#### Dataset records ####

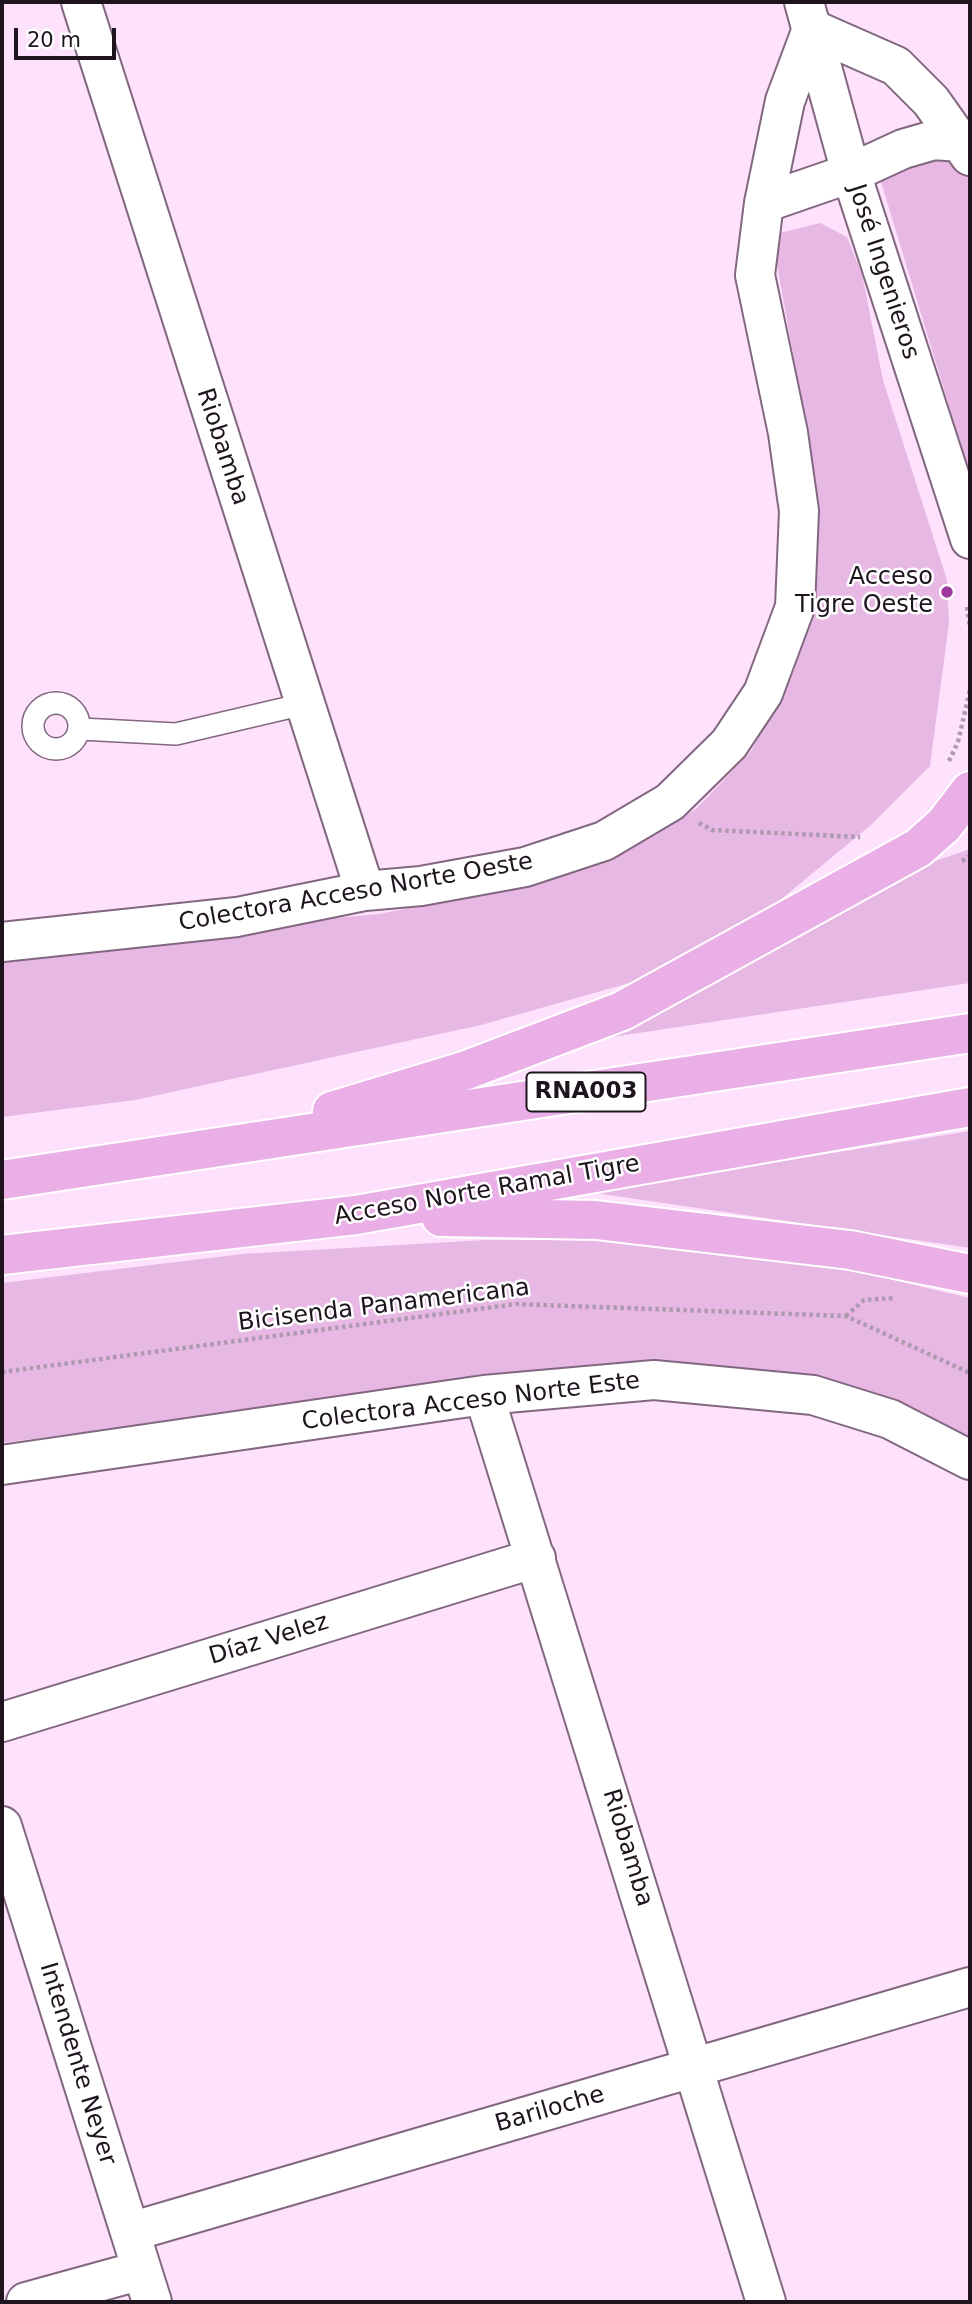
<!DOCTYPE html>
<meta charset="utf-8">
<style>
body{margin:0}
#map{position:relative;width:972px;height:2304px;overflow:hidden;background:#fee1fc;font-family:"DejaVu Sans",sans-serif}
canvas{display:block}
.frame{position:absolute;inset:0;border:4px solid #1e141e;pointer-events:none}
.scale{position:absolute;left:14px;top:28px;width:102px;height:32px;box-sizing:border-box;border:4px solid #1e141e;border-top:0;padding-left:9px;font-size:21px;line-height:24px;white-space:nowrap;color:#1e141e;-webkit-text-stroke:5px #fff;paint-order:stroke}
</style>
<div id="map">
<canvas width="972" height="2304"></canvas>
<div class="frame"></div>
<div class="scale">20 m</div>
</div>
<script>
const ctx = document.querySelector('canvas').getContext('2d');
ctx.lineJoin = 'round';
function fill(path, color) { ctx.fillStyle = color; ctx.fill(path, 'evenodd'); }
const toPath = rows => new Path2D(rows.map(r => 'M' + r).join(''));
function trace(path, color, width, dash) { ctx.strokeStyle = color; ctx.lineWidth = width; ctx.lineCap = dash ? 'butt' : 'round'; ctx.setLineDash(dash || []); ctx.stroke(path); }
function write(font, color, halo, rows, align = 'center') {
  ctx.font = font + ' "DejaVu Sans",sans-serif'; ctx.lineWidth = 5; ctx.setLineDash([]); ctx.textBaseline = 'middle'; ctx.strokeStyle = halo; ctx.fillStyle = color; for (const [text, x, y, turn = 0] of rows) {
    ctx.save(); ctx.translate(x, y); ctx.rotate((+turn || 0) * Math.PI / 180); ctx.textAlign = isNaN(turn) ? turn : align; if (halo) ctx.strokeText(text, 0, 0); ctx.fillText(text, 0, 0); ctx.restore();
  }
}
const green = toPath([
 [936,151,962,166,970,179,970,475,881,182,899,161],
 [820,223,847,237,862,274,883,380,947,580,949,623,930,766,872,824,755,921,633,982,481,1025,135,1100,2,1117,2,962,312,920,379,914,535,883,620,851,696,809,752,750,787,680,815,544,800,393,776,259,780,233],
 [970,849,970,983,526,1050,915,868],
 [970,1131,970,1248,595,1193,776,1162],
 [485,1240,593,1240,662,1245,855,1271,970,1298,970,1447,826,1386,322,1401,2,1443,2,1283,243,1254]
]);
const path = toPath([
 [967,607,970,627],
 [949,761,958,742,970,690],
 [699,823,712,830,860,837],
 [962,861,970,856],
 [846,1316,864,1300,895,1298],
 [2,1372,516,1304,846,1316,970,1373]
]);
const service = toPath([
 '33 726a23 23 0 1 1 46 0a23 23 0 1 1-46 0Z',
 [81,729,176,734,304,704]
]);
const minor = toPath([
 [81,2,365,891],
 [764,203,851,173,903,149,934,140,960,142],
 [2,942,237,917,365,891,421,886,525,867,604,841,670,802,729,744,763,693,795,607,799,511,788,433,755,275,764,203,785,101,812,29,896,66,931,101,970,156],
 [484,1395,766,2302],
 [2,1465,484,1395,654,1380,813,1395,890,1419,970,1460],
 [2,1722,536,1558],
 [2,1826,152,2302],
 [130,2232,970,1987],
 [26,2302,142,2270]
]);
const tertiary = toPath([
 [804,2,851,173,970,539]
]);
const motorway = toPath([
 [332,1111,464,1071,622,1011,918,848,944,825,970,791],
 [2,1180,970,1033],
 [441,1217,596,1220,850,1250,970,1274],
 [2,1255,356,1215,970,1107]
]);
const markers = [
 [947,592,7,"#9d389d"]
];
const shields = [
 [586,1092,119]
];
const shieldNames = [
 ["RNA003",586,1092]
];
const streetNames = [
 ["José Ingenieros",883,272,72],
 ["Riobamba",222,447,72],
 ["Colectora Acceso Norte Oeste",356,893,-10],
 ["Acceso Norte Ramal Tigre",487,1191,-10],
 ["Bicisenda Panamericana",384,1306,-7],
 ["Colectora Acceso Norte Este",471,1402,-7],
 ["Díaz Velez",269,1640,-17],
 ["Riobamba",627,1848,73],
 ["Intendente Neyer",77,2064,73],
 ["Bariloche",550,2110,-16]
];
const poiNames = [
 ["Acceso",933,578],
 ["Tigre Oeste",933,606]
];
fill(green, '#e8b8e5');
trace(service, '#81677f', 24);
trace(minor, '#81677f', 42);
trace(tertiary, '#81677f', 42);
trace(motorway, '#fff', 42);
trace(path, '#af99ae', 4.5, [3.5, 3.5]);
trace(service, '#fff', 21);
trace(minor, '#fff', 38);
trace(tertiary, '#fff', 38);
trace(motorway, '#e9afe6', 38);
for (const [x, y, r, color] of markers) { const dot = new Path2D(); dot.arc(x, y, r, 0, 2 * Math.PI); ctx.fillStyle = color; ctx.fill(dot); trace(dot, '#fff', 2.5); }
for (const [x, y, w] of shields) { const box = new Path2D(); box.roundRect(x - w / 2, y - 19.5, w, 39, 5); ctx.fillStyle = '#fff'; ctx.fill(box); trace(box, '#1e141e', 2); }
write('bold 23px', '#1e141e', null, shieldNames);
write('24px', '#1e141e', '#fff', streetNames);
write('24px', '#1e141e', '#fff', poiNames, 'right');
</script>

####
#### Dataset records ####

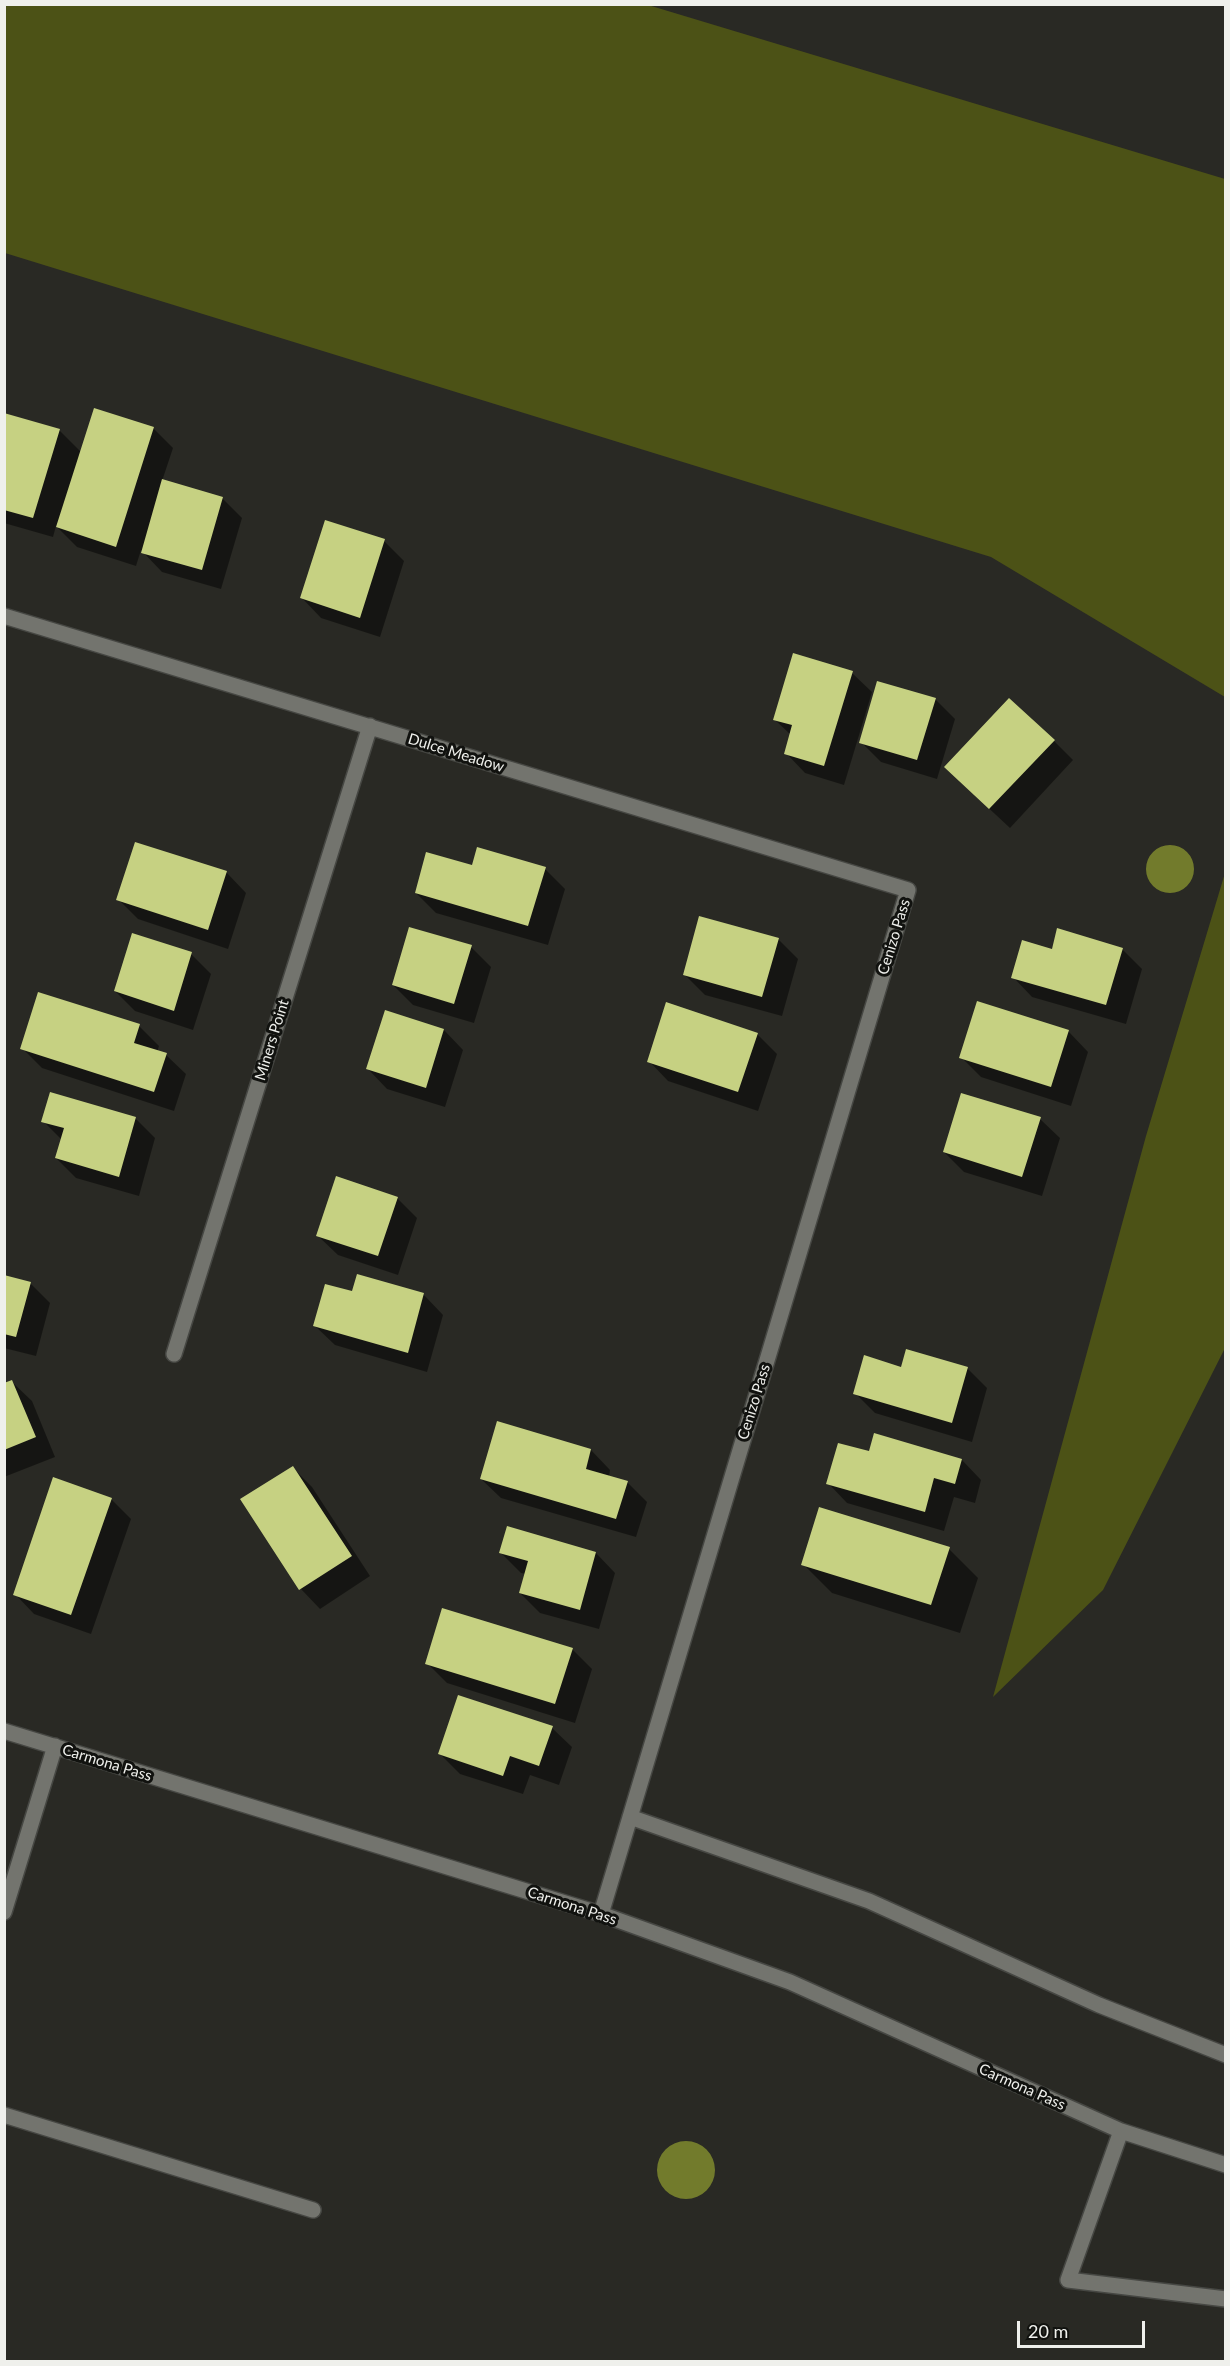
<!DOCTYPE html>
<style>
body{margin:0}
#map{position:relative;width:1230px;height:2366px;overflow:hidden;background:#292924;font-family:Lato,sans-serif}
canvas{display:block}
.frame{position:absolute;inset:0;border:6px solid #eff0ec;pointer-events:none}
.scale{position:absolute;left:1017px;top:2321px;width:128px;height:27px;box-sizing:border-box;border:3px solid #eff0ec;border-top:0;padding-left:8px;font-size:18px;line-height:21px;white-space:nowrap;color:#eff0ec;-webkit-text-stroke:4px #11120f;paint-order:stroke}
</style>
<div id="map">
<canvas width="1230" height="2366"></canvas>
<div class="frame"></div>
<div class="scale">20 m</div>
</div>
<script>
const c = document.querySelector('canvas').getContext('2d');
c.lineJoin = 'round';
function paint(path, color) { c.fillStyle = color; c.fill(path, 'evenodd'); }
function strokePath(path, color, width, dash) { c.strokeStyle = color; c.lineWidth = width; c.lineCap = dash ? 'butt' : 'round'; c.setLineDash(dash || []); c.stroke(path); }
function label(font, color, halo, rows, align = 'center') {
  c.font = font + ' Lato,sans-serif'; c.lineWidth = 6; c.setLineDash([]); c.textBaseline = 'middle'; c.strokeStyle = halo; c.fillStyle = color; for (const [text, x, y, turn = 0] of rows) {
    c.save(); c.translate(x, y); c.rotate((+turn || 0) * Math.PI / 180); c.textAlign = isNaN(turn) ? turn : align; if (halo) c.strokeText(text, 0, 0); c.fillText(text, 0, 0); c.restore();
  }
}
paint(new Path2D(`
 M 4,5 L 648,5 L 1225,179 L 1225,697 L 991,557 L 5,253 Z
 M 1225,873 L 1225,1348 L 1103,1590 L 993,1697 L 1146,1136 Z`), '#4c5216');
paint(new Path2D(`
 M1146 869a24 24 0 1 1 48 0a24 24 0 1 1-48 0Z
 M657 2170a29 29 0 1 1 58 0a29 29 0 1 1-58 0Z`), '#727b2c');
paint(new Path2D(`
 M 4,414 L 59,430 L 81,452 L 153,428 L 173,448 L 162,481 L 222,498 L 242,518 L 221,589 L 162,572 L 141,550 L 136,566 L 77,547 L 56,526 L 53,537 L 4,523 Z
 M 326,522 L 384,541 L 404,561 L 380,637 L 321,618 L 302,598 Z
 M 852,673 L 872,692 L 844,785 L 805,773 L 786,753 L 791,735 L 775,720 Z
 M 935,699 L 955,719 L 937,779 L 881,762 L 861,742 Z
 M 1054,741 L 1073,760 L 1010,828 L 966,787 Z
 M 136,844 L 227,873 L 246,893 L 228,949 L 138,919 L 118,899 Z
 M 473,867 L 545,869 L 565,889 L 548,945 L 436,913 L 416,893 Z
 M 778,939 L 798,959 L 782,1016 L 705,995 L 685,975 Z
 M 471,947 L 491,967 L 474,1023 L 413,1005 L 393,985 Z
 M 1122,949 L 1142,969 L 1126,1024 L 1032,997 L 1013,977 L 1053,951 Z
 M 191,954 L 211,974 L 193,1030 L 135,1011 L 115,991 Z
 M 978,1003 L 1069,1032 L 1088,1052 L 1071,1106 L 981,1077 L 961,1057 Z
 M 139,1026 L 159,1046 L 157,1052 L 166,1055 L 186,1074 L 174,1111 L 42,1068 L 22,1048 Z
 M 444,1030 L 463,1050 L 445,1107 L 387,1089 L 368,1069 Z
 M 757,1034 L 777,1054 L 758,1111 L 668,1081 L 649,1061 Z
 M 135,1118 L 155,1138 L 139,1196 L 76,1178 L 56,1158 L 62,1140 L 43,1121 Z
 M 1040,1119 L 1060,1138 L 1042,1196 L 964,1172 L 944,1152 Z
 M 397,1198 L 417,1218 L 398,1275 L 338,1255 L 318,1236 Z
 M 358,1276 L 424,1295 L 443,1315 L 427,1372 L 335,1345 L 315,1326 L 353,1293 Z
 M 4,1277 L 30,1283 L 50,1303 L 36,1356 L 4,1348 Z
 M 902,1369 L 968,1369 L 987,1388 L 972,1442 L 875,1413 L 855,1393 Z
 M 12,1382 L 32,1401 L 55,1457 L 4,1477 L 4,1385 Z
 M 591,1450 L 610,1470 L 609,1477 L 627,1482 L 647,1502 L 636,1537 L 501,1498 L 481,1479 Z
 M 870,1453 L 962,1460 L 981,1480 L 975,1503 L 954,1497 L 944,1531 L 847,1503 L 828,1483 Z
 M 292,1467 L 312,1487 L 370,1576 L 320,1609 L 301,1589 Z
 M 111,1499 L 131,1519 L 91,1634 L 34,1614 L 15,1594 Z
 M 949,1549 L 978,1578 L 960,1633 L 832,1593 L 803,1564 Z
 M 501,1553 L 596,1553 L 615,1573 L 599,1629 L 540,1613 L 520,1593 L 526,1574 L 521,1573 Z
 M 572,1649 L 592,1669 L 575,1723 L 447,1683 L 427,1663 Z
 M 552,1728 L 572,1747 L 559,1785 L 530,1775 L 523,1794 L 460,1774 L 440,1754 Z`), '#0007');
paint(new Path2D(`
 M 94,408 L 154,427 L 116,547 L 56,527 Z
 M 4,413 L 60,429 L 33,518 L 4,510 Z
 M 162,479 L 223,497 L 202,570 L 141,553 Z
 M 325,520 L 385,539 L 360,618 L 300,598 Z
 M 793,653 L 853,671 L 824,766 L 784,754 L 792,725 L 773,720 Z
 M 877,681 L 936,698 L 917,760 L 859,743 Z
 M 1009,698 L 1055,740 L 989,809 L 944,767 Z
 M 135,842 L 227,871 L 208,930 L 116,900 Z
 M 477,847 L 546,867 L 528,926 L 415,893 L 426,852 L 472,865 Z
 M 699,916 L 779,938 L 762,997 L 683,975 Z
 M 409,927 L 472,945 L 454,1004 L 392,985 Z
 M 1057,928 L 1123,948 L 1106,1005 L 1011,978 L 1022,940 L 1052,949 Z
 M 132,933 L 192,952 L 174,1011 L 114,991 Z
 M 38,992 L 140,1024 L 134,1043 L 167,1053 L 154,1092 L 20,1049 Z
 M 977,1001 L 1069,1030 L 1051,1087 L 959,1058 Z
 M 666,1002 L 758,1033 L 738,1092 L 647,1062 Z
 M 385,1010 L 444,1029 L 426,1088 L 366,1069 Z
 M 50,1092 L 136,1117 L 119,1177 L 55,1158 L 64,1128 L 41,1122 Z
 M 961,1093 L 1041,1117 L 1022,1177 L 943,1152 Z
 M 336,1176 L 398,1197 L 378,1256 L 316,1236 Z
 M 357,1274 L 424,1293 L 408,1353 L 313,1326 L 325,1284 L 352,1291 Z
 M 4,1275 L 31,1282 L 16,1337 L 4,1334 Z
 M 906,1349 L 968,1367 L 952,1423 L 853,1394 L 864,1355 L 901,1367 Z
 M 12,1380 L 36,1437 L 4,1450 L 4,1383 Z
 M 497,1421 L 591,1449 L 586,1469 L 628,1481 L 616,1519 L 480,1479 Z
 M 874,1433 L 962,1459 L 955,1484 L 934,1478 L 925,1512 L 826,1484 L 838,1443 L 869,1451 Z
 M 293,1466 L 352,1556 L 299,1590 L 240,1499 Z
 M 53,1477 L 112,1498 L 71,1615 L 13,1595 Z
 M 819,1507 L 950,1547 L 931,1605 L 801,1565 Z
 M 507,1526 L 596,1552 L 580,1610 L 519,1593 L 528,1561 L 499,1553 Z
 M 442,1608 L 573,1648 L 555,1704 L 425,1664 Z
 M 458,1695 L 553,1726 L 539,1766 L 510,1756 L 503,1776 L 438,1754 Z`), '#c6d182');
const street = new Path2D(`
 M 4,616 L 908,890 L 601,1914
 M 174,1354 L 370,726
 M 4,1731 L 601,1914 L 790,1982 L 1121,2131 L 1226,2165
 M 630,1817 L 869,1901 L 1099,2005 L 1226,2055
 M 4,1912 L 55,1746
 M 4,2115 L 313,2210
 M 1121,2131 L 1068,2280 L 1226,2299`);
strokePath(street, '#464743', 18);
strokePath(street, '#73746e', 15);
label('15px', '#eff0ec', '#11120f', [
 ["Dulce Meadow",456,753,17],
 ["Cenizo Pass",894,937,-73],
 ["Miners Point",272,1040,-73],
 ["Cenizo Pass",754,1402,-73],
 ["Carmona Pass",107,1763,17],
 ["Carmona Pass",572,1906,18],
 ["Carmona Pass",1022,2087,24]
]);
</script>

####

Work order:
Filter the listing so that only lines holding the word "lineJoin" remain, and copy those lines.

Reply:
ctx.lineJoin = 'round';
c.lineJoin = 'round';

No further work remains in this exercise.